The entries shown next need to be written again word for word.

(Data for this task Opens)

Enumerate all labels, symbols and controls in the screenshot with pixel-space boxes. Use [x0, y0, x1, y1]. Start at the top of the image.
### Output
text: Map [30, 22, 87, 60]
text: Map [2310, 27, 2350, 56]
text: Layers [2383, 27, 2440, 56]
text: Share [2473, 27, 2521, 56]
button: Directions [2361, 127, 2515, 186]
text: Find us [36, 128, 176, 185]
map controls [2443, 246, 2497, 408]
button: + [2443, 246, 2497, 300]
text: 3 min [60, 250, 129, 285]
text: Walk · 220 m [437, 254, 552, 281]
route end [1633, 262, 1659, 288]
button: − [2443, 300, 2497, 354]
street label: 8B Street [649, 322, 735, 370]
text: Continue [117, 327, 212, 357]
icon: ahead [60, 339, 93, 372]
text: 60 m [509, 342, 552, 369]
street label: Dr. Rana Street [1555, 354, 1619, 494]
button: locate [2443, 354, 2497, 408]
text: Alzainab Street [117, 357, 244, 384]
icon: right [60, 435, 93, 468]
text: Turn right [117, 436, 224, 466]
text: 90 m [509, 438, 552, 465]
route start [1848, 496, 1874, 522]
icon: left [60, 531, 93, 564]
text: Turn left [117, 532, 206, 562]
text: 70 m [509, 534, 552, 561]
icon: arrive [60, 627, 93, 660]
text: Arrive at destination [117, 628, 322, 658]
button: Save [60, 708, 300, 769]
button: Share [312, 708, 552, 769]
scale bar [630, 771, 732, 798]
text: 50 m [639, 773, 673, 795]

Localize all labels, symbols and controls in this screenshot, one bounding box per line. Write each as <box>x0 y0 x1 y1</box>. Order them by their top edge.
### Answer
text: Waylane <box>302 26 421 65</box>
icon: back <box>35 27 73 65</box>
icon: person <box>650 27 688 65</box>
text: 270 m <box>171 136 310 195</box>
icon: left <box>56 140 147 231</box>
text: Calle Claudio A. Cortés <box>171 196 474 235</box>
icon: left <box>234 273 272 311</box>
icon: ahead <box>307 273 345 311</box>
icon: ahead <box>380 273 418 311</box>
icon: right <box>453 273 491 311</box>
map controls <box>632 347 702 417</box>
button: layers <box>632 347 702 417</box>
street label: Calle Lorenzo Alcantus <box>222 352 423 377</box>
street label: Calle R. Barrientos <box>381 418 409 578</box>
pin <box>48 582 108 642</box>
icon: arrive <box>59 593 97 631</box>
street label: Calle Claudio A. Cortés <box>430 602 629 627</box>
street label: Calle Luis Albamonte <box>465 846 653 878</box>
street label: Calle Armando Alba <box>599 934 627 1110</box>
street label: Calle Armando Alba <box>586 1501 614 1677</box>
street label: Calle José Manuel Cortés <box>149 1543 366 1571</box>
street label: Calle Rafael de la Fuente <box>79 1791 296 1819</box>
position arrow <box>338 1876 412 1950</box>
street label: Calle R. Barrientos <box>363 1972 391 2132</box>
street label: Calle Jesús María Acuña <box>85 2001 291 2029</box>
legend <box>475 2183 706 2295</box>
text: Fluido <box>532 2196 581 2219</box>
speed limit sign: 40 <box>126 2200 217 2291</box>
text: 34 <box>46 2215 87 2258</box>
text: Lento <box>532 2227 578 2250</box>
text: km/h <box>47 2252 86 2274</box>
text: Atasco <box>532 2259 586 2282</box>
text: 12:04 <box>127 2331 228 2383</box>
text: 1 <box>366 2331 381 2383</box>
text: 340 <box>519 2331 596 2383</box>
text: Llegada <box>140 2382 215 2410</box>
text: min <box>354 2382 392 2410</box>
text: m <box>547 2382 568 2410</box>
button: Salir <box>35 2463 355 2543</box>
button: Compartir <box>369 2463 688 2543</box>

(Data for this task Closes)

▶ _Exercise response_:
Enumerate all labels, symbols and controls in the screenshot with pixel-space boxes. Use [x0, y0, x1, y1]. Start at the top of the image.
### Output
text: Map [30, 22, 87, 60]
text: Map [2310, 27, 2350, 56]
text: Layers [2383, 27, 2440, 56]
text: Share [2473, 27, 2521, 56]
button: Directions [2361, 127, 2515, 186]
text: Find us [36, 128, 176, 185]
map controls [2443, 246, 2497, 408]
button: + [2443, 246, 2497, 300]
text: 3 min [60, 250, 129, 285]
text: Walk · 220 m [437, 254, 552, 281]
route end [1633, 262, 1659, 288]
button: − [2443, 300, 2497, 354]
street label: 8B Street [649, 322, 735, 370]
text: Continue [117, 327, 212, 357]
icon: ahead [60, 339, 93, 372]
text: 60 m [509, 342, 552, 369]
street label: Dr. Rana Street [1555, 354, 1619, 494]
button: locate [2443, 354, 2497, 408]
text: Alzainab Street [117, 357, 244, 384]
icon: right [60, 435, 93, 468]
text: Turn right [117, 436, 224, 466]
text: 90 m [509, 438, 552, 465]
route start [1848, 496, 1874, 522]
icon: left [60, 531, 93, 564]
text: Turn left [117, 532, 206, 562]
text: 70 m [509, 534, 552, 561]
icon: arrive [60, 627, 93, 660]
text: Arrive at destination [117, 628, 322, 658]
button: Save [60, 708, 300, 769]
button: Share [312, 708, 552, 769]
scale bar [630, 771, 732, 798]
text: 50 m [639, 773, 673, 795]

Localize all labels, symbols and controls in this screenshot, one bounding box per line. Write each as <box>x0 y0 x1 y1</box>. Order them by their top edge.
### Answer
text: Waylane <box>302 26 421 65</box>
icon: back <box>35 27 73 65</box>
icon: person <box>650 27 688 65</box>
text: 270 m <box>171 136 310 195</box>
icon: left <box>56 140 147 231</box>
text: Calle Claudio A. Cortés <box>171 196 474 235</box>
icon: left <box>234 273 272 311</box>
icon: ahead <box>307 273 345 311</box>
icon: ahead <box>380 273 418 311</box>
icon: right <box>453 273 491 311</box>
map controls <box>632 347 702 417</box>
button: layers <box>632 347 702 417</box>
street label: Calle Lorenzo Alcantus <box>222 352 423 377</box>
street label: Calle R. Barrientos <box>381 418 409 578</box>
pin <box>48 582 108 642</box>
icon: arrive <box>59 593 97 631</box>
street label: Calle Claudio A. Cortés <box>430 602 629 627</box>
street label: Calle Luis Albamonte <box>465 846 653 878</box>
street label: Calle Armando Alba <box>599 934 627 1110</box>
street label: Calle Armando Alba <box>586 1501 614 1677</box>
street label: Calle José Manuel Cortés <box>149 1543 366 1571</box>
street label: Calle Rafael de la Fuente <box>79 1791 296 1819</box>
position arrow <box>338 1876 412 1950</box>
street label: Calle R. Barrientos <box>363 1972 391 2132</box>
street label: Calle Jesús María Acuña <box>85 2001 291 2029</box>
legend <box>475 2183 706 2295</box>
text: Fluido <box>532 2196 581 2219</box>
speed limit sign: 40 <box>126 2200 217 2291</box>
text: 34 <box>46 2215 87 2258</box>
text: Lento <box>532 2227 578 2250</box>
text: km/h <box>47 2252 86 2274</box>
text: Atasco <box>532 2259 586 2282</box>
text: 12:04 <box>127 2331 228 2383</box>
text: 1 <box>366 2331 381 2383</box>
text: 340 <box>519 2331 596 2383</box>
text: Llegada <box>140 2382 215 2410</box>
text: min <box>354 2382 392 2410</box>
text: m <box>547 2382 568 2410</box>
button: Salir <box>35 2463 355 2543</box>
button: Compartir <box>369 2463 688 2543</box>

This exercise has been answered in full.